Seorang kawan dengan muka ditekuk dan mbesungut mendatangi saya. Dia sudah tahu kalau saya banyak berseberangan pandangan dengan dia. Utamanya soal bela-membela agama.
Mukanya semakin mbesungut saat dia tahu bahwa saya tidak setuju dengan isu kriminalisasi ulama. Saya bilang kepadanya, mendapati fenomena yang ramai diperbincangkan belakangan soal isu kriminalisasi ulama, saya kepingkel-kepingkel ndak karu-karuan. Lucu. Ironis. Miris. Absurd.
Kawan saya itu tidak tinggal diam. Dia bilang kepada saya bahwa idola dan panutannya itu adalah simbol perlawanan.
“Di hadapan rezim yang memuja sistem dajjal seperti saat ini, beliau adalah tokoh utama yang lantang meneriakkan kebenaran. Beliau suara jernih jelmaan suara Tuhan. Beliau simbol perlawanan,” demikian kawan saya berapi-api.

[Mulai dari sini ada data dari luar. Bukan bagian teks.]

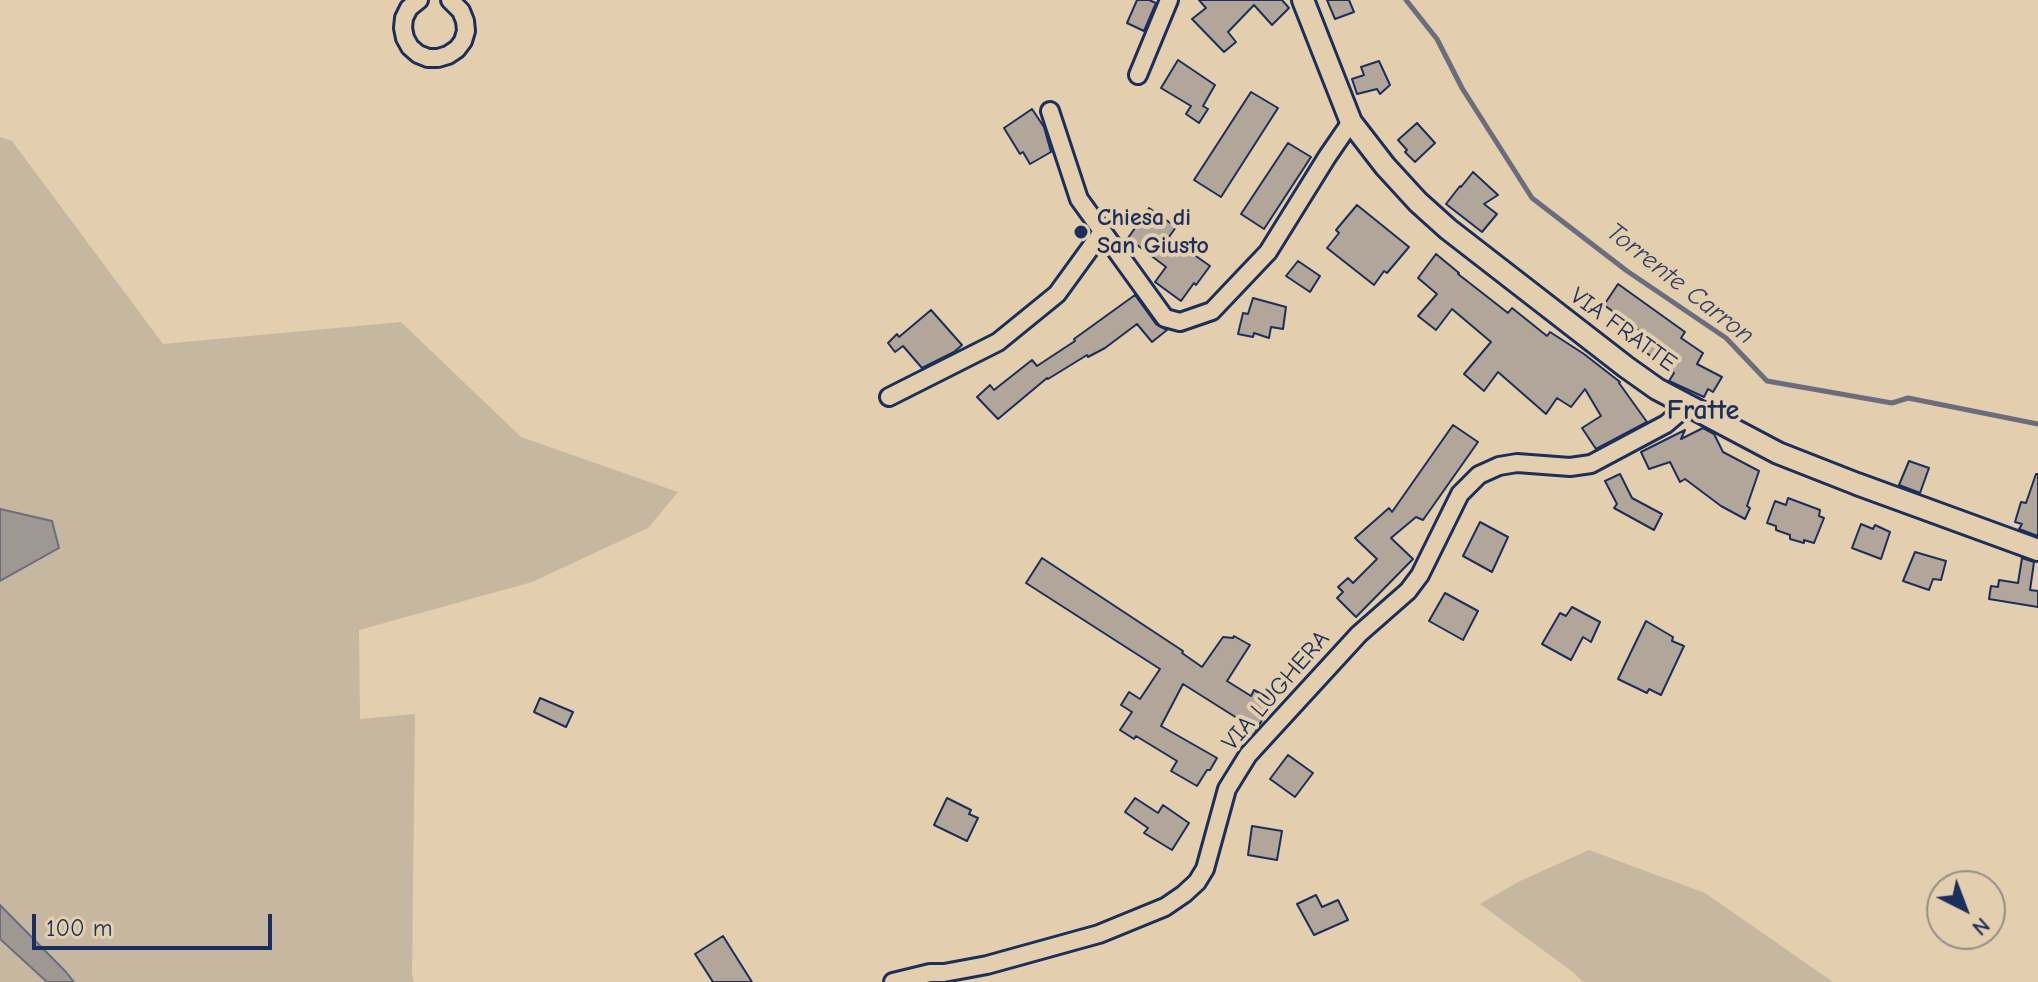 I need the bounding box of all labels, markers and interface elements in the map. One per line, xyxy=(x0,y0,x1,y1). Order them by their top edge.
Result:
place label: Chiesa di San Giusto xyxy=(1097,204,1209,260)
water label: Torrente Carron xyxy=(1600,217,1760,351)
marker: Chiesa di San Giusto xyxy=(1072,223,1090,241)
street label: VIA FRATTE xyxy=(1564,282,1682,378)
district label: Fratte xyxy=(1667,394,1739,428)
street label: VIA LUGHERA xyxy=(1216,625,1336,757)
north arrow xyxy=(1926,870,2006,950)
scale bar xyxy=(36,898,276,948)
text: N xyxy=(1967,912,1995,941)
text: 100 m xyxy=(46,914,113,942) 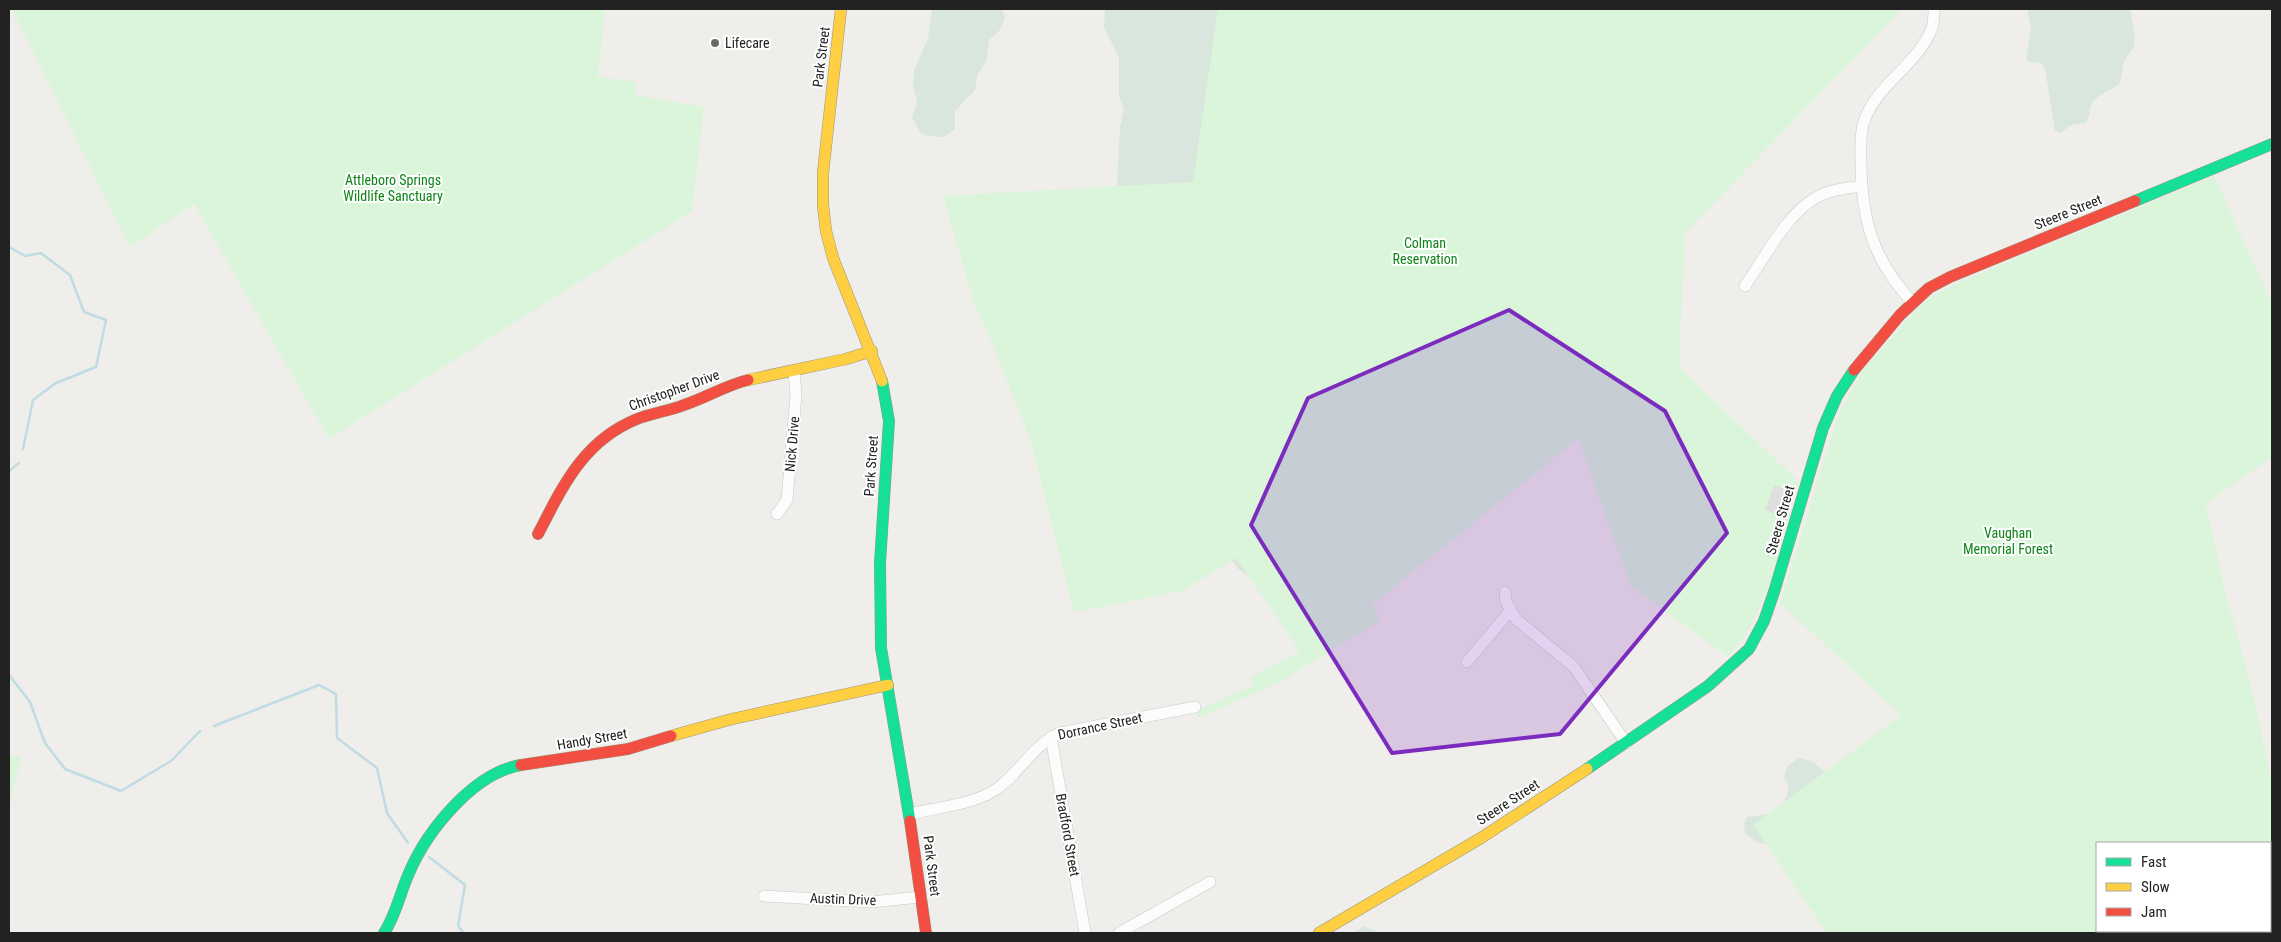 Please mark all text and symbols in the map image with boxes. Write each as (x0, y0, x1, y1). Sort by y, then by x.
street label: Park Street (809, 26, 833, 88)
place label: Lifecare (725, 35, 770, 51)
marker: Lifecare (709, 37, 721, 49)
park label: Attleboro Springs Wildlife Sanctuary (343, 172, 443, 204)
street label: Steere Street (2032, 191, 2104, 233)
park label: Colman Reservation (1392, 235, 1458, 267)
street label: Christopher Drive (627, 366, 722, 414)
street label: Nick Drive (782, 415, 802, 472)
street label: Park Street (861, 435, 881, 497)
street label: Steere Street (1762, 484, 1798, 556)
park label: Vaughan Memorial Forest (1963, 525, 2053, 557)
street label: Dorrance Street (1056, 709, 1144, 743)
street label: Handy Street (556, 725, 628, 753)
street label: Steere Street (1474, 776, 1542, 828)
street label: Bradford Street (1053, 792, 1083, 878)
street label: Park Street (920, 835, 944, 897)
legend (2096, 842, 2271, 932)
text: Fast (2141, 853, 2166, 871)
text: Slow (2141, 878, 2170, 896)
street label: Austin Drive (810, 890, 877, 908)
text: Jam (2141, 903, 2167, 921)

Saya diam saja. Tidak menyahut sama sekali. Saya memerhatikan dengan seksama.
“Menurutmu bagaimana?” dia menyodorkan pertanyaan.
“Anu, kalau misalnya beliau itu simbol perlawanan, mengapa beliau malah lari dan ndak pulang-pulang? Kok beliau ndak milih untuk balik dan mengobarkan api perlawanan? Simbol perlawanan kok malah lari. Aneh,” tanya dan gugat saya.
Dia melotot. Saya senyum. Kami sama-sama diam.
Perbincangan usai dan selebihnya sepi. Kami sibuk dengan pikiran masing-masing.
Saya jadi ingat kata Pram, keberanian itu seperti otot manusia. Kalau tidak dilatih, dia akan jadi lemah. Cara latihannya dengan bertungkus-lumus menghadapi persoalan. Besar-kecil, tebal-tipis diameter persoalan itu bukanlah masalah.
Semakin minim latihan, semakin kendur pula otot-otot keberanian. Semakin jarang menghadapi persoalan, semakin ciut diameter nyali yang kita miliki.
Senyampang dengan Pram, Muchtar Lubis dalam Novelnya Harimau, Harimau bilang kekuatan manusia itu terletak di jiwanya, bukan di fisik dan raganya, apalagi jumlah massanya.
Nyali memang tak bisa dibeli, Encik Habib.